Saem de relações promíscuas e da conivência de administradores de instituições públicas com servidores  desonestos.

De onde vem esta gente?

Perplexo, me pergunto.

Caminhando, dou vazão ao meu exercício de inconsciência por meio do qual, extasiado, observo a maravilha da vida e me sinto aliviado das inquietudes que a própria vida me provoca.

No Parque Municipal me vejo nestes homens. Em homens que sentem frio, que neste logradouro acolhedor, recolhem seus primeiros raios de sol, bebem água potável e vivenciam o direito social de utilizar sanitários públicos.

Como um flâneur militante, observo e admiro suas rotinas.

São essencialmente gregários e partilham o pouco que têm. Seus temores, inseguranças, apreensões, além do  aguardente, que os aquece durante frias noites serranas.

Eu, apenas, observo e me vejo à mercê das angustias, inquietudes e contradições.

Nesta cidade tão linda, repleta de árvores e de jardins, com extraordinária luminescência, que faz do azul uma infinitude, que transgride seu mais longínquo horizonte, deparo-me com zonas sombrias.

Nesta cidade em que a religiosidade, a cultura de negros e de índios deitaram raízes e que os rios dão nome às ruas, vejo-me a mercê da frivolidade e da indiferença onde reinam shoppings e vitrines.

Em Belo Horizonte, também dobro esquinas.

Além dos parques, defronto-me com praças amplas e ornadas de gente. Estranhamente circundadas por coisas caladas e disformes, que nada dizem. Com seu colossal silencio roubam a visão das praças.

São majestosos espaços vazios repletos de coisas e de consciências subtraídas de homens bem vestidos. São espaços nos quais eclode estéril metamorfose por meio da qual mercadorias se transformam em homens e anulam suas vidas.

Mas, de onde vem esta gente, que não emerge de shoppings e de vitrines?

São filhos de Maria Papuda, uma das primeiras excluídas desta cidade. A negra portadora de bócio, violentamente expulsa de seu cafuá no Curral Del Rey, que deu origem à cidade.

Arrastada de seu casebre, despojada de seus pertences, enlouqueceu ao assistir o fogo consumir suas parcas esperanças de vida.

Só lhe restaram a memória e insolentes vaticínios dirigidos aos que a molestaram. Só subsistiram agouros de quem padece em vida a condenação dos deserdados, imposta pela pobreza e pela miséria.
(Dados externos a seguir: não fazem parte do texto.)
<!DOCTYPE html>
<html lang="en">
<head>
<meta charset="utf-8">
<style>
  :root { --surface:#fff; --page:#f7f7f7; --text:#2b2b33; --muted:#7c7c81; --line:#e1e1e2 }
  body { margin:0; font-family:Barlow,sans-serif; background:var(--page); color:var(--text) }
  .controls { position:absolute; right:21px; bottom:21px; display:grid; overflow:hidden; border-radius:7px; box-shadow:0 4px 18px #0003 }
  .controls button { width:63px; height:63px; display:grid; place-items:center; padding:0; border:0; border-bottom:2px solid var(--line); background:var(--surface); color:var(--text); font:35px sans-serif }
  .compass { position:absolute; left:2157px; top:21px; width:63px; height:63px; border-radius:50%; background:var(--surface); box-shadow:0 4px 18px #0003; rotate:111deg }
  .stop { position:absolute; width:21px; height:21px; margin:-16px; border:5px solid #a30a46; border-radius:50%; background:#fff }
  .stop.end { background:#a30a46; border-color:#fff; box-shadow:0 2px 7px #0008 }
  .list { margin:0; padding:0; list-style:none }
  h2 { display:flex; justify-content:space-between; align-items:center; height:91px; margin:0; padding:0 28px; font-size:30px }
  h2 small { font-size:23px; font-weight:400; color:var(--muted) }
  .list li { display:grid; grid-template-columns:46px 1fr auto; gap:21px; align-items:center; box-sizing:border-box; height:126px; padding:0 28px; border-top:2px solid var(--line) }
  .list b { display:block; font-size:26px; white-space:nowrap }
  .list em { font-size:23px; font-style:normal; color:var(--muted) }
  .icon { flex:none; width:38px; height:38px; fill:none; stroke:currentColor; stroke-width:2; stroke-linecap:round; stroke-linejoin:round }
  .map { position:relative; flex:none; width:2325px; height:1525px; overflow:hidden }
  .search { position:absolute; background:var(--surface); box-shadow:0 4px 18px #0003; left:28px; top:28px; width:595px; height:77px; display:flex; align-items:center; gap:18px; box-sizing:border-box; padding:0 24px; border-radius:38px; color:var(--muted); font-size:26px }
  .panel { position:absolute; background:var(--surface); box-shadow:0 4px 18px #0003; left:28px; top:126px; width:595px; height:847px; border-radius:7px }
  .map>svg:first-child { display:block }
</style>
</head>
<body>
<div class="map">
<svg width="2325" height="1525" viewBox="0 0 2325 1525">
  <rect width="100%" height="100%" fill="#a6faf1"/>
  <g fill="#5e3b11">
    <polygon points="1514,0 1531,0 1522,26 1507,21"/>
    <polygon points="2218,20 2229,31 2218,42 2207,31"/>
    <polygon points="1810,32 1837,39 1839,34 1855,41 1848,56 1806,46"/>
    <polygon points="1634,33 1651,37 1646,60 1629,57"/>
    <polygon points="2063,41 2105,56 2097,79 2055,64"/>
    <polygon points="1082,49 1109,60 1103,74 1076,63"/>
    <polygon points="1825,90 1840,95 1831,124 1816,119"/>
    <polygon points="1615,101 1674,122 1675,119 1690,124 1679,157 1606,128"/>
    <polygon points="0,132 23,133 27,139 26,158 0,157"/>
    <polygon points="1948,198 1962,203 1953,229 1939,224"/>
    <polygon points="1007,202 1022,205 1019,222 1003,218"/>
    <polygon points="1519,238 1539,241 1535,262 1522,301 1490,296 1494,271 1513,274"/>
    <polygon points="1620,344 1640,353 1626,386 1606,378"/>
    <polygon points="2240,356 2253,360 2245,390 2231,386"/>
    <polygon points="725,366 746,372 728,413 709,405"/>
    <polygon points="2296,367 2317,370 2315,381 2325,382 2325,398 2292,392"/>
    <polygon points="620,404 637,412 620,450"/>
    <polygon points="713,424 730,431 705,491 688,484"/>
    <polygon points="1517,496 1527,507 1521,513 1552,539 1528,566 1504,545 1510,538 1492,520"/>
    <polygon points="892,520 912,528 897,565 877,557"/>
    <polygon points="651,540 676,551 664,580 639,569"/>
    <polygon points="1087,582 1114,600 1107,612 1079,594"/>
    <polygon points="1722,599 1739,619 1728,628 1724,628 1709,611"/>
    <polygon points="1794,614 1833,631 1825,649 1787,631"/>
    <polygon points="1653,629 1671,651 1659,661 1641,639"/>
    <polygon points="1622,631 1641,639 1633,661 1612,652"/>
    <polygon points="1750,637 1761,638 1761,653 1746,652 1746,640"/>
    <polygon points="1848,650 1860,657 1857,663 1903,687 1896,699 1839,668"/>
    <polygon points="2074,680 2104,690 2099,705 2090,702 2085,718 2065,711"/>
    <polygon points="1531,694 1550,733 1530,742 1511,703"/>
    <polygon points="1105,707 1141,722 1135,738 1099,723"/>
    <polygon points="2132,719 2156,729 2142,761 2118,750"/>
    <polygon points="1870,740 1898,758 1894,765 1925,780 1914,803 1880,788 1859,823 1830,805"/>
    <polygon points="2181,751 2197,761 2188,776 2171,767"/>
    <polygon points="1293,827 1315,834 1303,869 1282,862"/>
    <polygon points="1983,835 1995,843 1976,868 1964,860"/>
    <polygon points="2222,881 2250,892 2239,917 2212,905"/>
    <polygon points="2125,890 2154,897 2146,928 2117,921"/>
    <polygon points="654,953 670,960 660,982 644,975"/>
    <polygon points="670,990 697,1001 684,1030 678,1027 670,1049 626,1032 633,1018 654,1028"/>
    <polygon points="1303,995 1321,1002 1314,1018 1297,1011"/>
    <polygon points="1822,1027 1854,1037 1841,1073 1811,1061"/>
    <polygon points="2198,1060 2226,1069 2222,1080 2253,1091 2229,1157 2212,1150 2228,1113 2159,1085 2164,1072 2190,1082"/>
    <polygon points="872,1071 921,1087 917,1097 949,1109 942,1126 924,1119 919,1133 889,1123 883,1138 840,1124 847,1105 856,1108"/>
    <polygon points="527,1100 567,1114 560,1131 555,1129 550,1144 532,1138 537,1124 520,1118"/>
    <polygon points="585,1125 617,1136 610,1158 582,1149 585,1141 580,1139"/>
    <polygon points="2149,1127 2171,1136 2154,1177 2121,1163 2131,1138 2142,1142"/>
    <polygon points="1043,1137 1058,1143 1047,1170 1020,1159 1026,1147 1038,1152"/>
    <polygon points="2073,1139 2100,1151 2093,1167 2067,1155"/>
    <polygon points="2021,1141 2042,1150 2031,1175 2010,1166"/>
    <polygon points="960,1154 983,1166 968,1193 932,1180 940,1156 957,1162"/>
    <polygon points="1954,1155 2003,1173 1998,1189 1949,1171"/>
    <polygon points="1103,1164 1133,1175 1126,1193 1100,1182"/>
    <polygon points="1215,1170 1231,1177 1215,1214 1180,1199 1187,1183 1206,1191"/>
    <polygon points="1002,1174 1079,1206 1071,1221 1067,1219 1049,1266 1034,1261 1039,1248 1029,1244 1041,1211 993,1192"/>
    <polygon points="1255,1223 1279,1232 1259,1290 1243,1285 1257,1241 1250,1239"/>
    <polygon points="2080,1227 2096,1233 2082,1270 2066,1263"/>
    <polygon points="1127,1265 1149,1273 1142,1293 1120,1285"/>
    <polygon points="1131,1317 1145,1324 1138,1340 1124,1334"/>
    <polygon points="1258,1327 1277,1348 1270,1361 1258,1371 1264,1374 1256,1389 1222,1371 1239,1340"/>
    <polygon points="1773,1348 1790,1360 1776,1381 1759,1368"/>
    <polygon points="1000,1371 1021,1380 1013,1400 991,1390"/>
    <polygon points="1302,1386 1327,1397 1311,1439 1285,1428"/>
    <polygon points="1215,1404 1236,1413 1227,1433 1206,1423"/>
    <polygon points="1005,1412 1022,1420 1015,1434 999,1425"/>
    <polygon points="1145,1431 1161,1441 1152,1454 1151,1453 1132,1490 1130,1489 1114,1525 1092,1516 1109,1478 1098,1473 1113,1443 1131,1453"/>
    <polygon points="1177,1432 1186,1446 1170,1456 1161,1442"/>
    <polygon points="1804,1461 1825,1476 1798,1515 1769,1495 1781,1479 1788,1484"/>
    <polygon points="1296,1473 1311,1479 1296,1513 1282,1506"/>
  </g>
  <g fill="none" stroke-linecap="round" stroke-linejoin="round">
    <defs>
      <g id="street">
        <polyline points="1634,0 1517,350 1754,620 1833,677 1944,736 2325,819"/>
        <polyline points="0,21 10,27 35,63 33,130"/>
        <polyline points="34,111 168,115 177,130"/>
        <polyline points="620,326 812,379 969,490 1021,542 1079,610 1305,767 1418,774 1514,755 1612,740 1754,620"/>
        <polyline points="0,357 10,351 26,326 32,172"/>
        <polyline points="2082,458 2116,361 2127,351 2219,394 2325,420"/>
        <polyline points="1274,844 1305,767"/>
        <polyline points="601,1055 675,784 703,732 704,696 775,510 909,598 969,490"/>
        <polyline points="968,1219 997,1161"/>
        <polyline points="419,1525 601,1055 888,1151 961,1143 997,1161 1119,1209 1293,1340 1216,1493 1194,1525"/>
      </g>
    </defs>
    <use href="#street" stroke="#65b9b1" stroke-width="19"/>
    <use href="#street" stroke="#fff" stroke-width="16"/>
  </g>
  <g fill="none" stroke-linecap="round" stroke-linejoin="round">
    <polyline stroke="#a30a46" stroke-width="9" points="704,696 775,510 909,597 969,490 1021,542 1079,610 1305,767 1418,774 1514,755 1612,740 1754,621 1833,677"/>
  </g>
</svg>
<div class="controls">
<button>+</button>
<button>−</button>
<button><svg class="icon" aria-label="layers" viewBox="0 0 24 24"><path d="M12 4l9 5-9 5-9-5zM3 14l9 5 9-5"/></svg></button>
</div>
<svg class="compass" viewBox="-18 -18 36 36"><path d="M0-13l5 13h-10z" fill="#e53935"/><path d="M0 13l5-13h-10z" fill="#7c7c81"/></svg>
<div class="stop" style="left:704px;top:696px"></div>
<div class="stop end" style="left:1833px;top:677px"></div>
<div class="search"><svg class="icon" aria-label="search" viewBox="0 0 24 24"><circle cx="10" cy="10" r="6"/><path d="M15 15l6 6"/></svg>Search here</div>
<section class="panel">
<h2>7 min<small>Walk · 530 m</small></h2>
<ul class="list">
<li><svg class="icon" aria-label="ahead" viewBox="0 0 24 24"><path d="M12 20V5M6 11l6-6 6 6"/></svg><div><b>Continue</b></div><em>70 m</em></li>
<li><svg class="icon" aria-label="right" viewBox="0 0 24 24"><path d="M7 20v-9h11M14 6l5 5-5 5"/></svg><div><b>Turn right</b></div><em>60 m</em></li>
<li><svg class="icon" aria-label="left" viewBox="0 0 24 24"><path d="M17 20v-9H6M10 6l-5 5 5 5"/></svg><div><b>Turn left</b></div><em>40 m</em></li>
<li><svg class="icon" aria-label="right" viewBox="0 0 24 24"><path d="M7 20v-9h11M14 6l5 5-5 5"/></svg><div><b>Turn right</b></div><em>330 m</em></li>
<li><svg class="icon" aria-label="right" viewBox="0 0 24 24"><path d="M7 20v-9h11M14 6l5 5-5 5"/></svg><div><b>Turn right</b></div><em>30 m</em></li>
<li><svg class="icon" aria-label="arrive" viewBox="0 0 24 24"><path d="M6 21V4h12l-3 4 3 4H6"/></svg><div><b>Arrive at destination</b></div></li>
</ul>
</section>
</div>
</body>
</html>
Hoje, sua maldição assola governantes e contamina a modernidade. Compromete a estamparia de uma cidade excludente que se mostra asséptica. Que, a contragosto, convive com o infortúnio desta gente suja e empobrecida pela sua e pela nossa História. Da História desta gente que milagrosamente sobrevive em meio a tantas adversidades.